Problem description — Those lines of the following listing which contain the string "JSON" should be returned.

Given records —
------

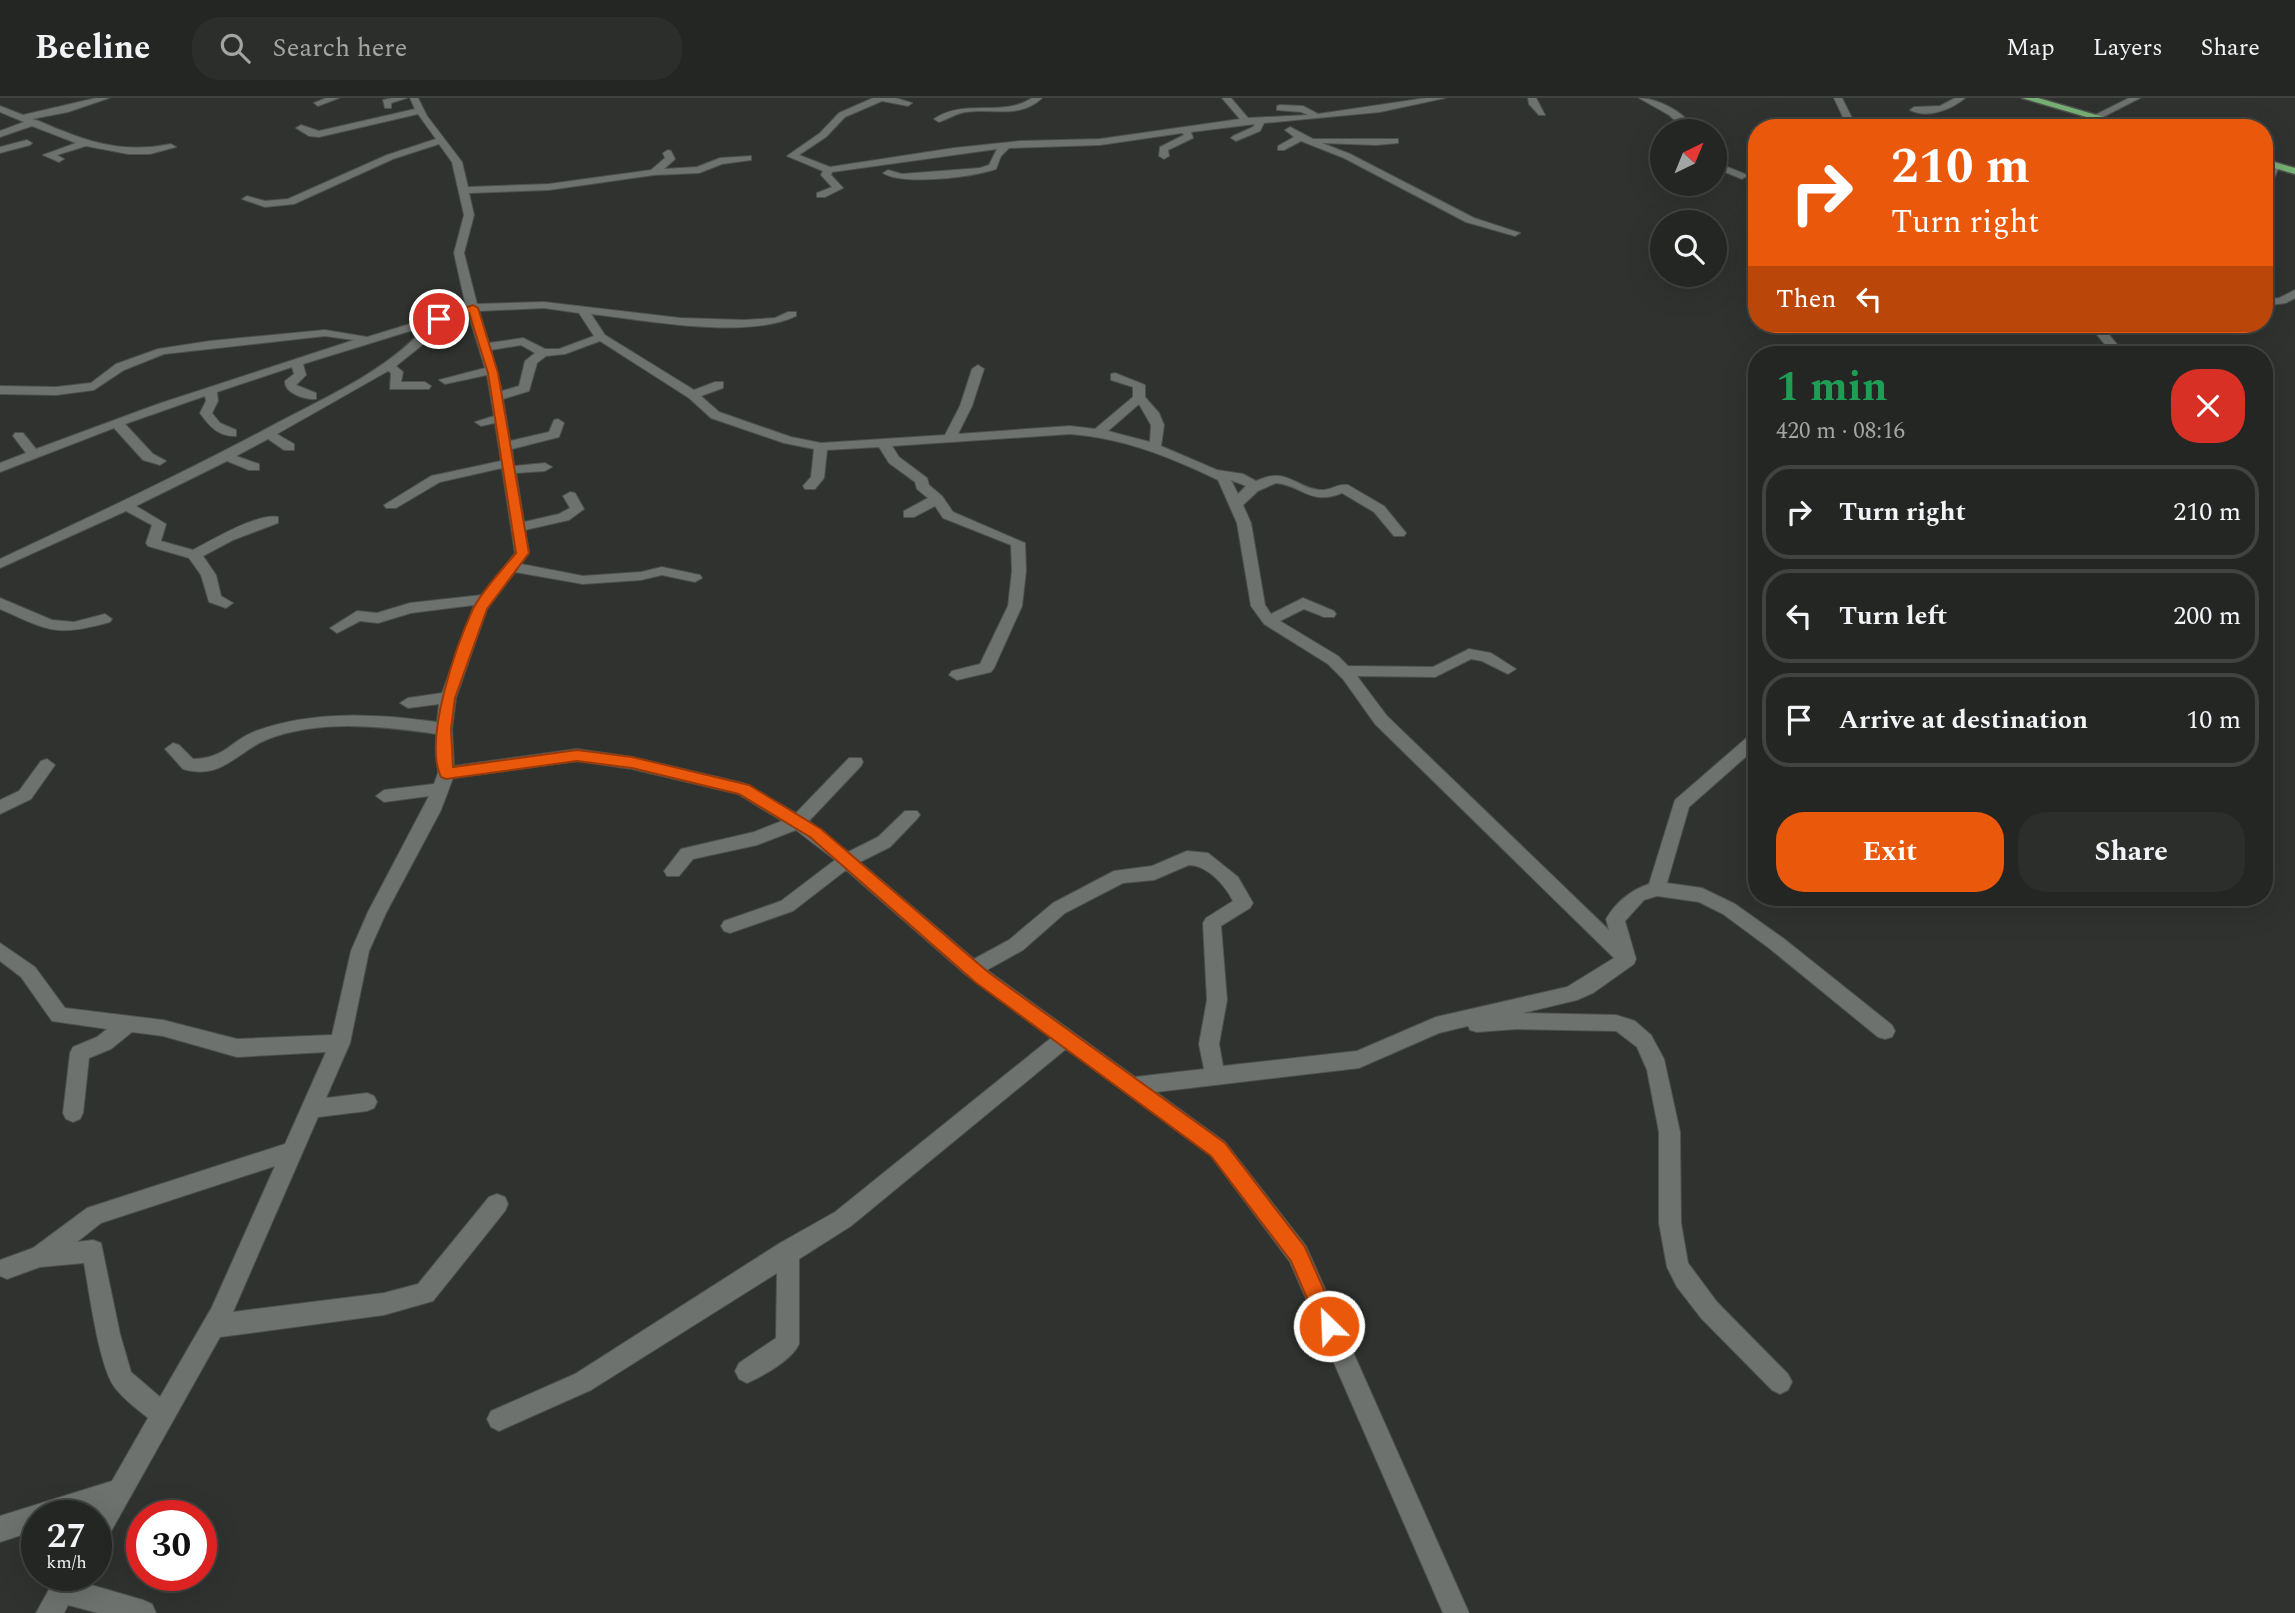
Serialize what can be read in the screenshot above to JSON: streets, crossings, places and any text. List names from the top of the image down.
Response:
{
  "north": "top right",
  "page": {
    "header": "Beeline",
    "search": "Search here",
    "nav": ["Map", "Layers", "Share"],
    "turn": ["210 m", "Turn right"],
    "then": "Then",
    "heading": ["1 min", "420 m · 08:16"],
    "list": [
      {
        "name": "Turn right",
        "value": "210 m"
      },
      {
        "name": "Turn left",
        "value": "200 m"
      },
      {
        "name": "Arrive at destination",
        "value": "10 m"
      }
    ],
    "buttons": ["Exit", "Share"],
    "speed": "27 km/h",
    "limit": "30"
  }
}
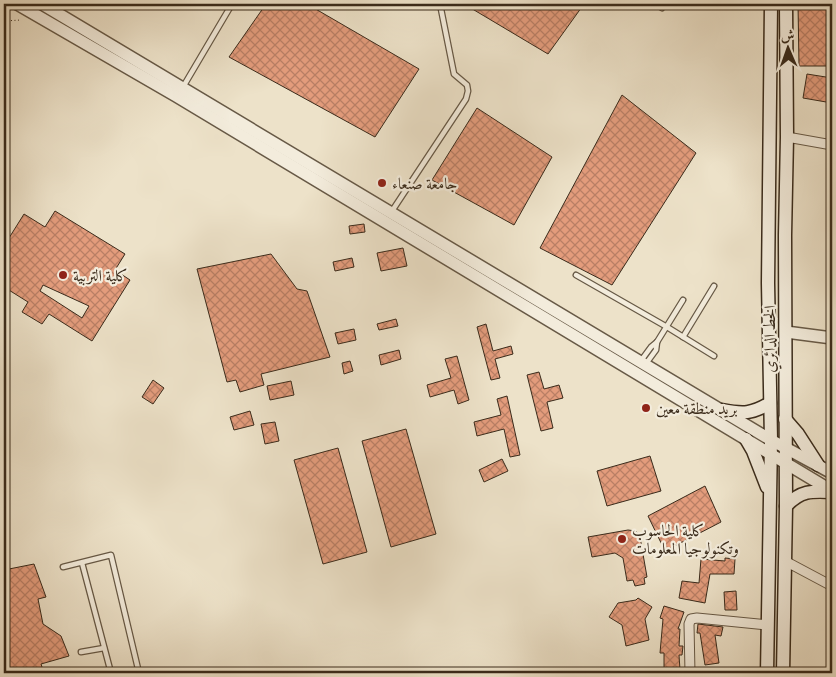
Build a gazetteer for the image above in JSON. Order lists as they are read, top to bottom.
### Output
{
  "streets": {
    "main road": ["الخط الدائري"]
  },
  "places": [
    "جامعة صنعاء",
    "كلية التربية",
    "بريد منطقة معين",
    "كلية الحاسوب وتكنولوجيا المعلومات"
  ],
  "north": "top"
}
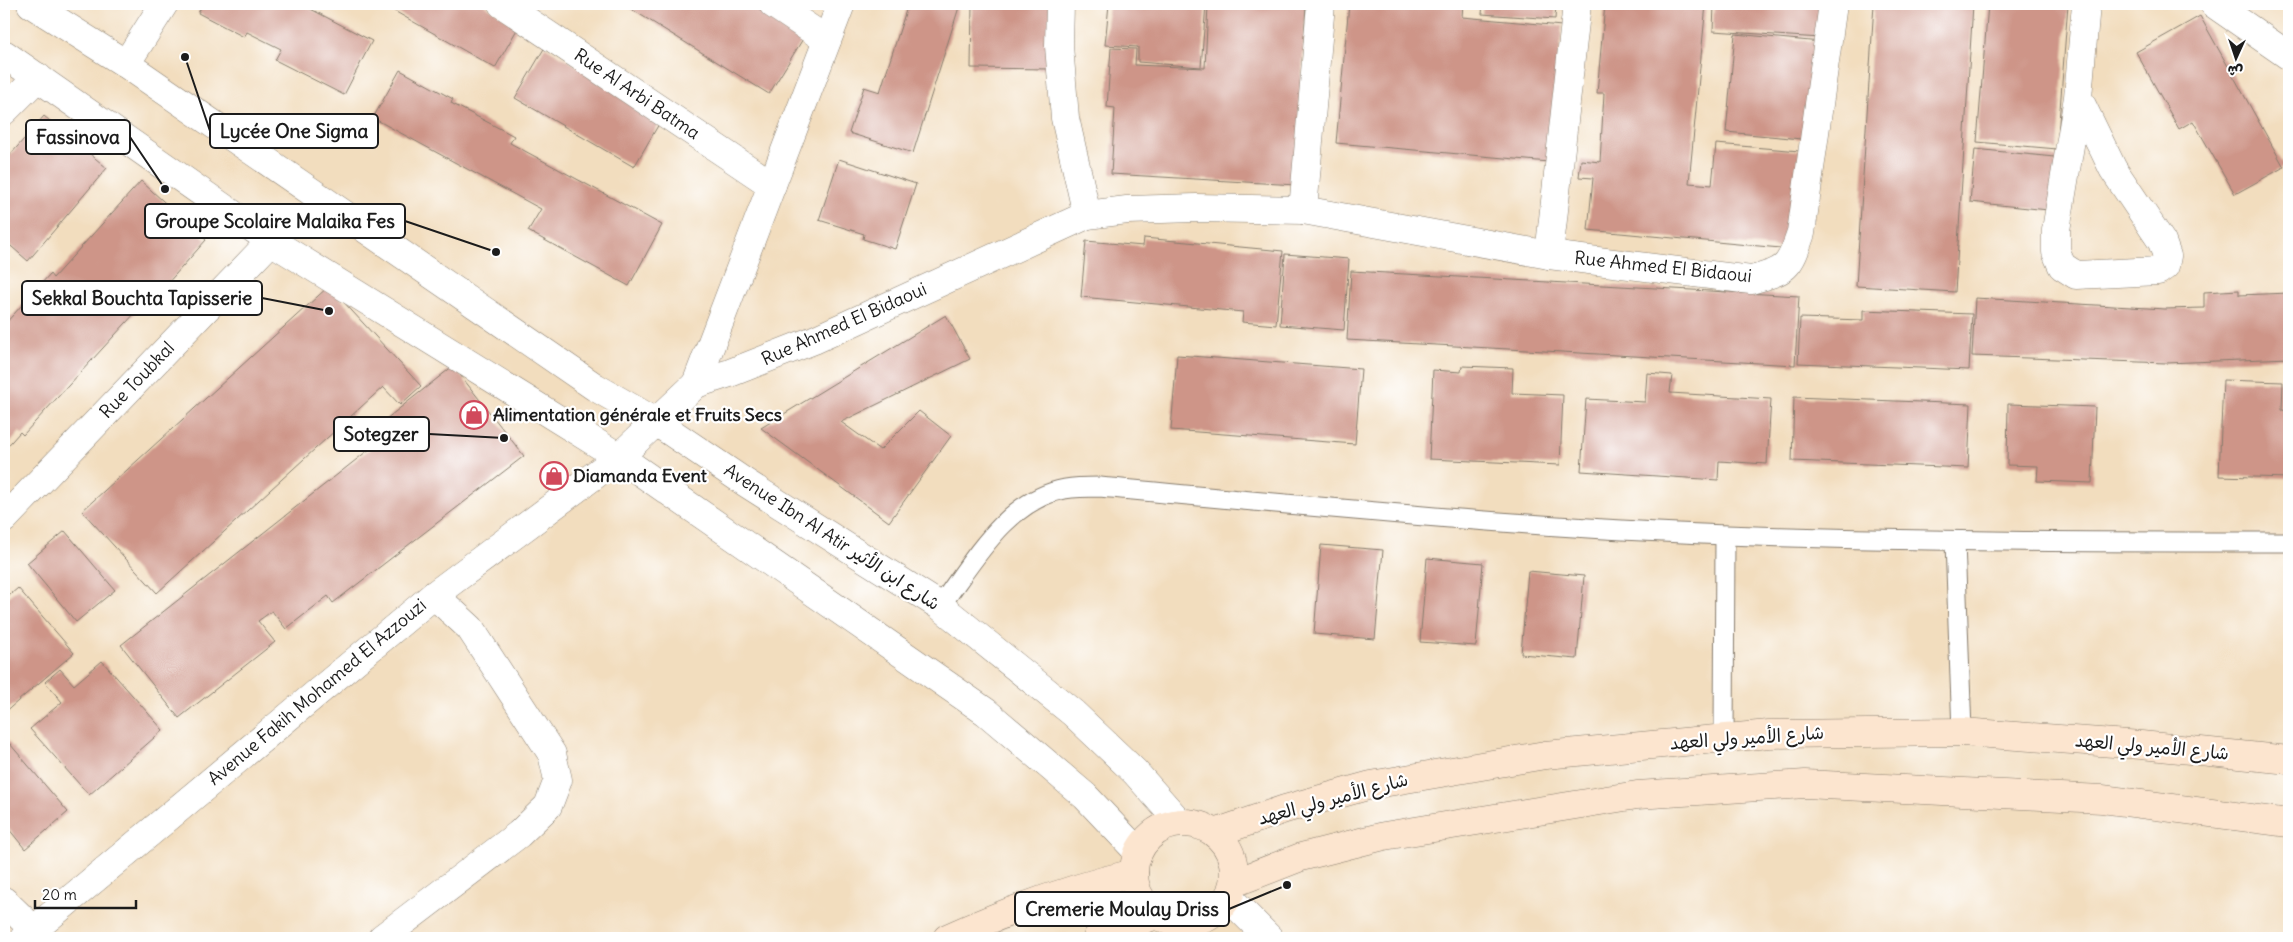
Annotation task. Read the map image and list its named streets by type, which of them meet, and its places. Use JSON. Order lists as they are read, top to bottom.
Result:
{
  "streets": {
    "main road": ["شارع الأمير ولي العهد"],
    "street": [
      "Rue Al Arbi Batma",
      "Rue Ahmed El Bidaoui",
      "Rue Toubkal",
      "Avenue Ibn Al Atir شارع ابن الأثير",
      "Avenue Fakih Mohamed El Azzouzi"
    ]
  },
  "crossings": [
    ["Rue Ahmed El Bidaoui", "Avenue Ibn Al Atir شارع ابن الأثير"],
    ["Rue Ahmed El Bidaoui", "Avenue Fakih Mohamed El Azzouzi"],
    ["Avenue Ibn Al Atir شارع ابن الأثير", "شارع الأمير ولي العهد"]
  ],
  "places": {
    "other": [
      "Lycée One Sigma",
      "Fassinova",
      "Groupe Scolaire Malaika Fes",
      "Sekkal Bouchta Tapisserie",
      "Sotegzer",
      "Cremerie Moulay Driss"
    ],
    "shop": ["Alimentation générale et Fruits Secs", "Diamanda Event"]
  },
  "scale_bar": "20 m",
  "north": "bottom"
}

------

Task result —
Serialize what can be read in the screenshot above to JSON: streets, crossings, places and any text. List names from the top of the image down.
Build a gazetteer for the image above in JSON. Order lists as they are read, top to bottom.
Annotation task. Read the map image and list its named streets by type, which of them meet, and its places. Use JSON. Order lists as they are read, top to bottom.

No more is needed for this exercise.